BEGIN
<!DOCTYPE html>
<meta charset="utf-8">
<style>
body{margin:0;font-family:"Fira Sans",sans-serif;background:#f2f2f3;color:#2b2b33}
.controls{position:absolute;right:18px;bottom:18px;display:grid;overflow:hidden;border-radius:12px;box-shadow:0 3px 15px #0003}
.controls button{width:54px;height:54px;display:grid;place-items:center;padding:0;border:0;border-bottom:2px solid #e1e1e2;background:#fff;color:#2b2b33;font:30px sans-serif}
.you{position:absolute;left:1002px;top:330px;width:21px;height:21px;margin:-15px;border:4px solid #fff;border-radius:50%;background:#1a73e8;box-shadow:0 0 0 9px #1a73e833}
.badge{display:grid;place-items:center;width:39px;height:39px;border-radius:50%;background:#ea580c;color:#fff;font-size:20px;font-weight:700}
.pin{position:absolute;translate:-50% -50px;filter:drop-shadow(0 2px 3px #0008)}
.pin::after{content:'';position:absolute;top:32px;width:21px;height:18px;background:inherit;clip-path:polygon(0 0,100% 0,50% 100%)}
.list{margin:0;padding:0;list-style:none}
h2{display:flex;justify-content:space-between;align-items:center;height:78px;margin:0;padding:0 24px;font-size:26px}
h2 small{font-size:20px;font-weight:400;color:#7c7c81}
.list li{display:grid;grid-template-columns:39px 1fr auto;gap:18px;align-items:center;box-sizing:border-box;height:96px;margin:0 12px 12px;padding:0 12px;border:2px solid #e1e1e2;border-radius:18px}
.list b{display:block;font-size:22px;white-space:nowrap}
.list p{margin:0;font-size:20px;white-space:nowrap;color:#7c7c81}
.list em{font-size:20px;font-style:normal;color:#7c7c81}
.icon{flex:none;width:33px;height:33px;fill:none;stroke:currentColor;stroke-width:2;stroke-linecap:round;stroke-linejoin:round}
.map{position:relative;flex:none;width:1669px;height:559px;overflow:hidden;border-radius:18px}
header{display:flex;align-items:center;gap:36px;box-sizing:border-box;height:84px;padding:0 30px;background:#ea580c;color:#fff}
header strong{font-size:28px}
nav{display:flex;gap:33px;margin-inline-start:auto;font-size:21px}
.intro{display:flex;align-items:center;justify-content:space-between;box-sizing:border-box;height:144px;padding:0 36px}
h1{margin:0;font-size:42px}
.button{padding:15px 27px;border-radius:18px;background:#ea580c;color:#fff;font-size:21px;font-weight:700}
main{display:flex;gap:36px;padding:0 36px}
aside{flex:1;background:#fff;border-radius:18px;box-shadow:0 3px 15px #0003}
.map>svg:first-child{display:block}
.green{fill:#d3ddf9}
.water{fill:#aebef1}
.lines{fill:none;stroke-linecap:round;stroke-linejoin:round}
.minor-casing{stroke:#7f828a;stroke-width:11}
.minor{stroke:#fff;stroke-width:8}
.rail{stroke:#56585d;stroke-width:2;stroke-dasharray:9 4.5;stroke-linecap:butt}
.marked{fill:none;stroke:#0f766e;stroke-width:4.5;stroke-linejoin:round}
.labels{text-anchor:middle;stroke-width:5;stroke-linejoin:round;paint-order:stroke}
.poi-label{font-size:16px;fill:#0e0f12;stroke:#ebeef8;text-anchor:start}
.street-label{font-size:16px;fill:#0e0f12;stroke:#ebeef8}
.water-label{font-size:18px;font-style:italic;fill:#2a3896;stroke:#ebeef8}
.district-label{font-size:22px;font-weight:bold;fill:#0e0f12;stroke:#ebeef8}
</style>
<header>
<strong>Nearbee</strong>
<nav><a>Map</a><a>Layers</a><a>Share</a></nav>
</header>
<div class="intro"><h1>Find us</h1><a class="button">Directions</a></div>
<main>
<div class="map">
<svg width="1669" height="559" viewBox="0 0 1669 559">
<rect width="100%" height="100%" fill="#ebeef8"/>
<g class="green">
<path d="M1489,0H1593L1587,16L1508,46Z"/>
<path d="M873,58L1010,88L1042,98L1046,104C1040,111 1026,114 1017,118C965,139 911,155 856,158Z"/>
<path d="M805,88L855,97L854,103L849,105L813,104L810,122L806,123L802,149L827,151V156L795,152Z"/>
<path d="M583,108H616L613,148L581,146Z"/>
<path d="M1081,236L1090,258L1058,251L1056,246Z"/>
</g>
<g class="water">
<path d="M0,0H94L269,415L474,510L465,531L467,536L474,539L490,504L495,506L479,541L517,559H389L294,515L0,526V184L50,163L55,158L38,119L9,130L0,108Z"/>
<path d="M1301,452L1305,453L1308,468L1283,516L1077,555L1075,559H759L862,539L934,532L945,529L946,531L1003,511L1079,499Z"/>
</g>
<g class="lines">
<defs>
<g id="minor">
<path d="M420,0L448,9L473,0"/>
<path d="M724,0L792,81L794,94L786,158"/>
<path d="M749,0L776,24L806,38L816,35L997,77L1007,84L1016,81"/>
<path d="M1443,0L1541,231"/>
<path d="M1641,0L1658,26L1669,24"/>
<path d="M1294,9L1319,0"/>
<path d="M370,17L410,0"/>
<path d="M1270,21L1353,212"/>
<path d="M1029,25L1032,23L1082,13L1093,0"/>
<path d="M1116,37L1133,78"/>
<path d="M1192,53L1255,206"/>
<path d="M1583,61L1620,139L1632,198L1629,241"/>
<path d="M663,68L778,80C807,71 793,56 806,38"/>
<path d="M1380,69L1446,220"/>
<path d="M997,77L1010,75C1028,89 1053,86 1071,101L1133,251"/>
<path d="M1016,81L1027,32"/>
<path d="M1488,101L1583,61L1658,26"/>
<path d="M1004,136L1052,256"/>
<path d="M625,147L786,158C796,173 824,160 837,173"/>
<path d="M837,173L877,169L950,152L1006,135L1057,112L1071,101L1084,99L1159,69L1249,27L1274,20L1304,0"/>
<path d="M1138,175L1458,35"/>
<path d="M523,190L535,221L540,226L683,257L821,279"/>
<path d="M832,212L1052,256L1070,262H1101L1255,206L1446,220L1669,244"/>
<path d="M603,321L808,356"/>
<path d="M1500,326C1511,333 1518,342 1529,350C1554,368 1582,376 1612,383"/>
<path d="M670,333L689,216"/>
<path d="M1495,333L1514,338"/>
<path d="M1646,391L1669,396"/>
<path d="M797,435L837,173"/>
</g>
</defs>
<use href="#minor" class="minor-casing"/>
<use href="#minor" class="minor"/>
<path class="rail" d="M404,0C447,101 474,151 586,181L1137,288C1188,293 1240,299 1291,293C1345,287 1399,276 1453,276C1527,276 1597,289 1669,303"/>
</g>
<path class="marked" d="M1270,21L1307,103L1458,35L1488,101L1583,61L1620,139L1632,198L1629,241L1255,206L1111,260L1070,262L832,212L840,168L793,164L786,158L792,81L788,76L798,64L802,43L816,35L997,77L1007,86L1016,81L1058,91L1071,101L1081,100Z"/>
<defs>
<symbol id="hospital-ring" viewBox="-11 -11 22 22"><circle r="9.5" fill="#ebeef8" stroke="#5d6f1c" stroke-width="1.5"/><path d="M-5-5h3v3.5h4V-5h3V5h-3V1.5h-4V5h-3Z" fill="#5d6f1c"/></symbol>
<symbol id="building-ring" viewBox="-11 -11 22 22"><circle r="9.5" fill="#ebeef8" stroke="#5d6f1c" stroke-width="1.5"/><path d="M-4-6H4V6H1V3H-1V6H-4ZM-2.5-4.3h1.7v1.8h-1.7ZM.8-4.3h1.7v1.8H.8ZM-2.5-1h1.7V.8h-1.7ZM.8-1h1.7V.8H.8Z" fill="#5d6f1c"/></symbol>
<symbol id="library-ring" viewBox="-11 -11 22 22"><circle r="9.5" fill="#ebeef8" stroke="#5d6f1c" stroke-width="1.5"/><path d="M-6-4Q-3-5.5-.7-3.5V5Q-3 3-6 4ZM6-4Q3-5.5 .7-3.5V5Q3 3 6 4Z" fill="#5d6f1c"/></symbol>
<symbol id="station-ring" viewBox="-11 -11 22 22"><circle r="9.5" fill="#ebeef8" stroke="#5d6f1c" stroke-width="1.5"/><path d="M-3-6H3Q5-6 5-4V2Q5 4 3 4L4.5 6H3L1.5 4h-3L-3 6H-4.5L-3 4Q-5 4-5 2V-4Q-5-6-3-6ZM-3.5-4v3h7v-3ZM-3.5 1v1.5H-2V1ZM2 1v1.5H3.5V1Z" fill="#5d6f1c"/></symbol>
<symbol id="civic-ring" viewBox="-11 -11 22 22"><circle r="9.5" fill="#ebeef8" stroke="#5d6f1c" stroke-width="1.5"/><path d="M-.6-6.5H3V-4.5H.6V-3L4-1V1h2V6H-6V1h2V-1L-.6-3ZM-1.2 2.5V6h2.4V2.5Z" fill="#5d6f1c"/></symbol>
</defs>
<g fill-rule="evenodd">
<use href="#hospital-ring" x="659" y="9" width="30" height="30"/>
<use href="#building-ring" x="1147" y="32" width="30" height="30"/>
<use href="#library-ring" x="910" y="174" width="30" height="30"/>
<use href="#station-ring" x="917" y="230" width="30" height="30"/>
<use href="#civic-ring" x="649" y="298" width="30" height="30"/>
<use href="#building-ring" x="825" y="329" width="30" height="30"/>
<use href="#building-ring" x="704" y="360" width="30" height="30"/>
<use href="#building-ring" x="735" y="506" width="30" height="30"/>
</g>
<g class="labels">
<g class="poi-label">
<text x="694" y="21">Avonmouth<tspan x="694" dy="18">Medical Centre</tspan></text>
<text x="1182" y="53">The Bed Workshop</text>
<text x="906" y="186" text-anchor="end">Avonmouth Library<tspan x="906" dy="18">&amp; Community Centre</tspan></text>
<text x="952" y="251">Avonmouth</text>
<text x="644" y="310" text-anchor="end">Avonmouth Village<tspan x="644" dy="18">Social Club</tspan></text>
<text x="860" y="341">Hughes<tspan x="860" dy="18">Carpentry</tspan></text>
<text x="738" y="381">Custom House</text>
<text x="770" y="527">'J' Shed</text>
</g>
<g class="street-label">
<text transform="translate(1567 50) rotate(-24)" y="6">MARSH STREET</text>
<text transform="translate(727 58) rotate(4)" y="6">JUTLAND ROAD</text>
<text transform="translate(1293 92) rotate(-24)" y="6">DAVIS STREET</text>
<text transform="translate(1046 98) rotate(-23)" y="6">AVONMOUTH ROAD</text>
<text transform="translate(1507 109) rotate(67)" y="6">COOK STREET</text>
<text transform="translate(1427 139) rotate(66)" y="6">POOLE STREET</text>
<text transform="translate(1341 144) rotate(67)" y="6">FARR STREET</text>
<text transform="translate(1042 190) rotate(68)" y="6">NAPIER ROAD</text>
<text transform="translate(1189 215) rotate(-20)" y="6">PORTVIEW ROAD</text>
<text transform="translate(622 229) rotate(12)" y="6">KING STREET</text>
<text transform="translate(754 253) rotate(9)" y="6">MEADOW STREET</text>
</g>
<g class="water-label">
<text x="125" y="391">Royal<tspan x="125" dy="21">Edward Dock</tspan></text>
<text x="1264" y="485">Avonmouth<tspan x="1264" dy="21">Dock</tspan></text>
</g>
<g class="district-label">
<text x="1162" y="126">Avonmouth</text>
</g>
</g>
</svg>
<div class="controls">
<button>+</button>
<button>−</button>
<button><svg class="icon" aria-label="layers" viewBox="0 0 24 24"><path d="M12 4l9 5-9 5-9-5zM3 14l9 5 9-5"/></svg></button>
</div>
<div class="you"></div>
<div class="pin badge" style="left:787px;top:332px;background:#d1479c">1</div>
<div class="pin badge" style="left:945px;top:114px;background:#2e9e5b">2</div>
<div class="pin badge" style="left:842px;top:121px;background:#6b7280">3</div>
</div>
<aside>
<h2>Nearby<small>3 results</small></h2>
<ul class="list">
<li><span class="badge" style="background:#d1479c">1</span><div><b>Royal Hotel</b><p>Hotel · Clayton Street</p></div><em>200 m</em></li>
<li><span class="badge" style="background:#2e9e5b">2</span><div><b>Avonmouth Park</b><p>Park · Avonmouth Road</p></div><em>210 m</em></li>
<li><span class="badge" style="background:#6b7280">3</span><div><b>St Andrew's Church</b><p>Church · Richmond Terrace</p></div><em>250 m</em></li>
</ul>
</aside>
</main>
END
● **Exercise directions**: Find the lines of the listing above that hold "bottom". Please copy them.

● **Exercise response**:
.controls{position:absolute;right:18px;bottom:18px;display:grid;overflow:hidden;border-radius:12px;box-shadow:0 3px 15px #0003}
.controls button{width:54px;height:54px;display:grid;place-items:center;padding:0;border:0;border-bottom:2px solid #e1e1e2;background:#fff;color:#2b2b33;font:30px sans-serif}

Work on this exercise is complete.